- **TASK REQUIREMENTS**
Provide again, from the entries below, every line from the one containing "For a GIS import: Give" through the one containing "Map reading. Describe", exactly as written, and no other line.

Stored items:
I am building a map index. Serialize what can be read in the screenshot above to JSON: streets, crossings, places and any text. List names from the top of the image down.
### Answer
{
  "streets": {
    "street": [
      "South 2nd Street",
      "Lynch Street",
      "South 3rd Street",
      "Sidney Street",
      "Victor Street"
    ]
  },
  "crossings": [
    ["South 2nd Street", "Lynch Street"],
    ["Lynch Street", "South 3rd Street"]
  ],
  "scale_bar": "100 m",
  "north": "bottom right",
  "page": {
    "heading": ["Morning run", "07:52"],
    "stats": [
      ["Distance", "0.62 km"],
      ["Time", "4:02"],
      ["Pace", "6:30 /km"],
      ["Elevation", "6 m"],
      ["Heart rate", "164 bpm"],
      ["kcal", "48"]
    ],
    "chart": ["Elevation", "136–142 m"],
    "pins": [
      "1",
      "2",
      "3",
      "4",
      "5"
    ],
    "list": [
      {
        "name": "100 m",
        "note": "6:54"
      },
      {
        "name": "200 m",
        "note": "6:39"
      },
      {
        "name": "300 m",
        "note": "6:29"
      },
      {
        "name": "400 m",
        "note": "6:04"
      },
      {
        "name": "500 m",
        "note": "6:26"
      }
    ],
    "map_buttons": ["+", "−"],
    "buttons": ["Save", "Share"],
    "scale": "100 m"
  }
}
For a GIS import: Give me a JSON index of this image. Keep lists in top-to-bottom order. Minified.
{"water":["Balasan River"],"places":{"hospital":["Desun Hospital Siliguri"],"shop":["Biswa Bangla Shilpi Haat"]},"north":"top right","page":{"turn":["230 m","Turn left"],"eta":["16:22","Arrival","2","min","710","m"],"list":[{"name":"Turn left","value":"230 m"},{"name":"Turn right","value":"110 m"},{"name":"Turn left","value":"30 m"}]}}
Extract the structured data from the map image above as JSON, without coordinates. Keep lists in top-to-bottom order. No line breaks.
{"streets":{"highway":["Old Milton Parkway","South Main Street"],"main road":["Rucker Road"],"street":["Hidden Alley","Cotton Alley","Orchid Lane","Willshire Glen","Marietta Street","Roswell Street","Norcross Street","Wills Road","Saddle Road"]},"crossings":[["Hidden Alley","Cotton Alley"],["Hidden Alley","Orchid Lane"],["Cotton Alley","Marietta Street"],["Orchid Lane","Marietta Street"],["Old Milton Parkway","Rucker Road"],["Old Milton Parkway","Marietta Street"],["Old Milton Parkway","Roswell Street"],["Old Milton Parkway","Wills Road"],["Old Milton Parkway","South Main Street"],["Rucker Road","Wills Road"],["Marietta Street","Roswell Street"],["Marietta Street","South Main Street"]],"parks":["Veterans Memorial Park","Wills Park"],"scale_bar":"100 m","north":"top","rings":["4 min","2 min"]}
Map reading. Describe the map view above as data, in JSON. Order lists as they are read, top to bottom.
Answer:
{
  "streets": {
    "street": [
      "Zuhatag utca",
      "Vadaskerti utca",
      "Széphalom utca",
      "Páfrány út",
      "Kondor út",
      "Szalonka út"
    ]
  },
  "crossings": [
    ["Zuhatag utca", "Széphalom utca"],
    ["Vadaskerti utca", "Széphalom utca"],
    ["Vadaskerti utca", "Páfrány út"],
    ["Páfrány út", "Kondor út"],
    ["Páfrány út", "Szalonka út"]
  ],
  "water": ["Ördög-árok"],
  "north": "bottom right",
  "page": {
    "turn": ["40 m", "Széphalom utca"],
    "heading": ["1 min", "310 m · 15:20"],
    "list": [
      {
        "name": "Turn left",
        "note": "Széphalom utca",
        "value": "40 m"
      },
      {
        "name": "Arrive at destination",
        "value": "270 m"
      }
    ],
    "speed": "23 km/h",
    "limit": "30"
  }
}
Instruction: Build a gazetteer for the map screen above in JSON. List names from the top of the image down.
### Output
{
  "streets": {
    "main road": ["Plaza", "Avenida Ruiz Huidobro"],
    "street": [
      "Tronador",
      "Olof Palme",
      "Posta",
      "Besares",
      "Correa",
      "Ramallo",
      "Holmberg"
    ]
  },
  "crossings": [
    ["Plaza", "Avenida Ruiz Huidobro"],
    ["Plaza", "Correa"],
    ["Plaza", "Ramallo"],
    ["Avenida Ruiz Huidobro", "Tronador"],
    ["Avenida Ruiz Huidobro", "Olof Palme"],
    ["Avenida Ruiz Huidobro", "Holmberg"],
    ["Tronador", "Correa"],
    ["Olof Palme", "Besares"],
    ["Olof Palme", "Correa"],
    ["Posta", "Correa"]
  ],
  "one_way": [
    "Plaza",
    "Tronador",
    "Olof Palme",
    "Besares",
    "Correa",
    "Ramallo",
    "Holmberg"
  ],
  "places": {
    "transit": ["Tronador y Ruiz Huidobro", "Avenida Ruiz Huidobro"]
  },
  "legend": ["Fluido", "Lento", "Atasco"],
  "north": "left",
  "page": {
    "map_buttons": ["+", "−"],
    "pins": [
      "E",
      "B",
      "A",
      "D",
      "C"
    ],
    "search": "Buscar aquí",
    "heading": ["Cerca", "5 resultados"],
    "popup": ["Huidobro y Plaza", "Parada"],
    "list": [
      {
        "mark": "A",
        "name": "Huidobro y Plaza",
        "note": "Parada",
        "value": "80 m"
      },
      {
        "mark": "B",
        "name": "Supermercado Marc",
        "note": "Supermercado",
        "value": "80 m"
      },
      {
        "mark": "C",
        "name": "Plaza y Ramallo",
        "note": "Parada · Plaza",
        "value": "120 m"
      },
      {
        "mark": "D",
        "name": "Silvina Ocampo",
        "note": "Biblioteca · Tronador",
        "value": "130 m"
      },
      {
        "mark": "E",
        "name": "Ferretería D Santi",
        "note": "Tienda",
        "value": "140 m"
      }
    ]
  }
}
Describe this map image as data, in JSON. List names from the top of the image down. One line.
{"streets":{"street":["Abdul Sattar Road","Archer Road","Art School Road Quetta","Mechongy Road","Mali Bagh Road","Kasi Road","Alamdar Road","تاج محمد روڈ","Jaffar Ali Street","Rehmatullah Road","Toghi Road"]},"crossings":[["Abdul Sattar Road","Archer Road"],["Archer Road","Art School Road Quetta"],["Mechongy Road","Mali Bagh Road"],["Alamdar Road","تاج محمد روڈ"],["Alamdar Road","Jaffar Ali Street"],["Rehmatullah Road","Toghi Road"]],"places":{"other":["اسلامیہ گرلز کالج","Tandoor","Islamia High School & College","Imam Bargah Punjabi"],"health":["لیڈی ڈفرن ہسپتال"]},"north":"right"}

- **SOLUTION TO THE EXERCISE**
For a GIS import: Give me a JSON index of this image. Keep lists in top-to-bottom order. Minified.
{"water":["Balasan River"],"places":{"hospital":["Desun Hospital Siliguri"],"shop":["Biswa Bangla Shilpi Haat"]},"north":"top right","page":{"turn":["230 m","Turn left"],"eta":["16:22","Arrival","2","min","710","m"],"list":[{"name":"Turn left","value":"230 m"},{"name":"Turn right","value":"110 m"},{"name":"Turn left","value":"30 m"}]}}
Extract the structured data from the map image above as JSON, without coordinates. Keep lists in top-to-bottom order. No line breaks.
{"streets":{"highway":["Old Milton Parkway","South Main Street"],"main road":["Rucker Road"],"street":["Hidden Alley","Cotton Alley","Orchid Lane","Willshire Glen","Marietta Street","Roswell Street","Norcross Street","Wills Road","Saddle Road"]},"crossings":[["Hidden Alley","Cotton Alley"],["Hidden Alley","Orchid Lane"],["Cotton Alley","Marietta Street"],["Orchid Lane","Marietta Street"],["Old Milton Parkway","Rucker Road"],["Old Milton Parkway","Marietta Street"],["Old Milton Parkway","Roswell Street"],["Old Milton Parkway","Wills Road"],["Old Milton Parkway","South Main Street"],["Rucker Road","Wills Road"],["Marietta Street","Roswell Street"],["Marietta Street","South Main Street"]],"parks":["Veterans Memorial Park","Wills Park"],"scale_bar":"100 m","north":"top","rings":["4 min","2 min"]}
Map reading. Describe the map view above as data, in JSON. Order lists as they are read, top to bottom.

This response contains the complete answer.